The graphics are reminiscent of the old Commode GUI from the 1970’s when computer games were just starting out. It can be confusing at first to adults since we are now used to HD GUI and great characterization. However, to young children and for memory game processing, this is actually a benefit. Your eyes don’t need to concentrate on the GUI, just on the bridge and where the rabbit needs not to go. The bridge’s holes change place with every rabbit hop, once your rabbit cannot go any direction, you get sent to the start. Now you need to remember where the holes appeared and take a different route to reach the carrots.

Remember, you need to eat all three carrots for the screen to move you to the next level.


This is a classic old arcade maze-style game that will delight your child for hours as well as develop memory and logic processes. It teaches stepwise thinking, backward stepping and memory use for reaching targets.

Robot Island (Skills)

Robot Island claims to teach programming skills; however, it is actually a logic step pattern skill you learn here. This game comes with the 1970’s style arcade looks and feel. The graphic is as basic as you can get, literally reminding me of the old basic for dos 3.1 screens.

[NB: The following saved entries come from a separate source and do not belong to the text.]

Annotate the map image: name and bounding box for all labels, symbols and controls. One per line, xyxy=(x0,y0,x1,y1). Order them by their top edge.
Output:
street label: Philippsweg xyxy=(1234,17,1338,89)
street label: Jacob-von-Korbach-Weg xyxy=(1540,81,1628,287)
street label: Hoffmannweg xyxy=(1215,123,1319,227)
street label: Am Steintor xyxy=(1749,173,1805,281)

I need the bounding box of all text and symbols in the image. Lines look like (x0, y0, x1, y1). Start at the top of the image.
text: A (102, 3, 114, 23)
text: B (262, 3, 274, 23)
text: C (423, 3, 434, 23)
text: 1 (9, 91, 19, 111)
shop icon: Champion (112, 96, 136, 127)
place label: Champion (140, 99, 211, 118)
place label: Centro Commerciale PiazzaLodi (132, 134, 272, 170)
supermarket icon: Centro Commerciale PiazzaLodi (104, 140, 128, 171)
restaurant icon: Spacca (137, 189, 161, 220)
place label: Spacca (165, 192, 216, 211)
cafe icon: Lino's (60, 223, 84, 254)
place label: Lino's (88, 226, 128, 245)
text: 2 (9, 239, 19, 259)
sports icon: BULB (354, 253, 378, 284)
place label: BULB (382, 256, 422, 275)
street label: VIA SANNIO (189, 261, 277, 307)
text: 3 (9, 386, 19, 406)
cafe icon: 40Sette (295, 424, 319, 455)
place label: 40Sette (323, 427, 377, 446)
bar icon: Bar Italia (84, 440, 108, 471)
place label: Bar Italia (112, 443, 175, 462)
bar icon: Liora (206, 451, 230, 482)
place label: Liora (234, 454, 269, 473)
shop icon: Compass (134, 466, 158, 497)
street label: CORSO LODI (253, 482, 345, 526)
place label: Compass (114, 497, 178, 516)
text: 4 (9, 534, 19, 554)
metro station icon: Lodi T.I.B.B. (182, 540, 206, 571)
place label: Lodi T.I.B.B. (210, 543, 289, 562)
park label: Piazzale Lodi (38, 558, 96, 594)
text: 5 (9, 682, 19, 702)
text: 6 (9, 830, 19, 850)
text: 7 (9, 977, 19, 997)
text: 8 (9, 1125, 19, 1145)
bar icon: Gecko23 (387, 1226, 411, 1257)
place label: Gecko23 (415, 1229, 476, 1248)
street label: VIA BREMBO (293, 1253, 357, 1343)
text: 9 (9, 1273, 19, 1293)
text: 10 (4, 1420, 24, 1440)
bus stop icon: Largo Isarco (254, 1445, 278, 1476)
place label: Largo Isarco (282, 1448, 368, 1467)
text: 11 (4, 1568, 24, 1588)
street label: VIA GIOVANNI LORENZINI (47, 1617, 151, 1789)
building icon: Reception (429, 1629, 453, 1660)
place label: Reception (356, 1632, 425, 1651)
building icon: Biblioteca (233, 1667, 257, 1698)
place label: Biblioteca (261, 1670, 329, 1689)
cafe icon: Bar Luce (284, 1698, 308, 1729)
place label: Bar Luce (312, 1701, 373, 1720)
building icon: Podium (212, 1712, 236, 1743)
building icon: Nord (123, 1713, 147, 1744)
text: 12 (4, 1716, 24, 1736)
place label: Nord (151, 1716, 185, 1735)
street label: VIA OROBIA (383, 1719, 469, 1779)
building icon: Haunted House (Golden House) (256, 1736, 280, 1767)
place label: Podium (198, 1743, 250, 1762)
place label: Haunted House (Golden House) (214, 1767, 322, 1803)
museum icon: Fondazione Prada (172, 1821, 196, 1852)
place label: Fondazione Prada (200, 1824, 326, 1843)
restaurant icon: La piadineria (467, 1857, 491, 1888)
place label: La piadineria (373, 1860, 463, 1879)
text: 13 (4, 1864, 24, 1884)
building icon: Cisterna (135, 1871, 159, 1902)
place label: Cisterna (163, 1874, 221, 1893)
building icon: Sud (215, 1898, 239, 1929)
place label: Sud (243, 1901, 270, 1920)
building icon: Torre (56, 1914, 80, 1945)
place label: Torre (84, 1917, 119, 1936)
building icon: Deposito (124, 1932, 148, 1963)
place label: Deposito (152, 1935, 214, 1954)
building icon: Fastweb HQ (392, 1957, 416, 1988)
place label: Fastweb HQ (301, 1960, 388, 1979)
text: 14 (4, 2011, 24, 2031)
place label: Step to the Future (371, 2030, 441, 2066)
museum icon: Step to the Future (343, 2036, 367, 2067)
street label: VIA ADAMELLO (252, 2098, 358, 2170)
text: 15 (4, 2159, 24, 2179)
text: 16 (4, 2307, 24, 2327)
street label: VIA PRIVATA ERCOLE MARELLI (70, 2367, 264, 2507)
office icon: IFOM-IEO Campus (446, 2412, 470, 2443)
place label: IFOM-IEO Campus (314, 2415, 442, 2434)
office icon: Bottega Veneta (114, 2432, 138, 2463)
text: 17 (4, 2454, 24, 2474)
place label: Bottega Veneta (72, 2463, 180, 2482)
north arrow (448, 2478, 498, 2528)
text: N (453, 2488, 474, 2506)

In this game, the player is given a robot on an island or path, and the robot has to reach a target destination. To reach the target, the player has to be able to read and understand a set of rules. Then, using specific tools, such as buttons and navigational arrows, place them in the correct sequence to help the robot reach the destination.

Once the robot reaches the destination, the screen moves onto the next level.


The rules are basic, in fact too basic in some instances, but maybe that’s for a reason. The player has to place the navigational aids in the correct sequence and then, through trial and error, learn how to move the robot to the next level. This game teaches rule comprehension, step-wise logical thought processing, and how really simple and frustrating basic programming is when it comes down to how you tell a computer what to do. There is no room for interpretation, a computer needs to be given precise and accurate binary data, and this is what this game tries to impart.

Five Senses (Skills)

The five senses is a basic question and answer game where the player is given an introduction to the five senses; sight, sound, smell, taste, and touch. After being given a basic description of each sensory organ, the eyes for seeing, the ears for hearing, the nose for smelling, the tongue (mouth) for tasting, and the hands for touching (feeling), the player is then posed with a circle. The circle has five icons that represent each sense. In the middle of the circle appears a question asking the player to pick a sense for an answer. The questions continue in the same way when the player gets a right answer the sensory icon congratulates the player and moves onto the next question. When the answer is wrong, the player has to continue until the correct answer is chosen before moving onto the next question.


This is a great short-term quiz game, after ten questions you get bored. The principle is sound, but the execution is static, and there is no GUI that attracts the attention. As such, after a few questions, most players lose interest. The bottom line is that it does teach the player how to think in terms of sensory input, which is the aim of this game, but it could be a little bit more engaging.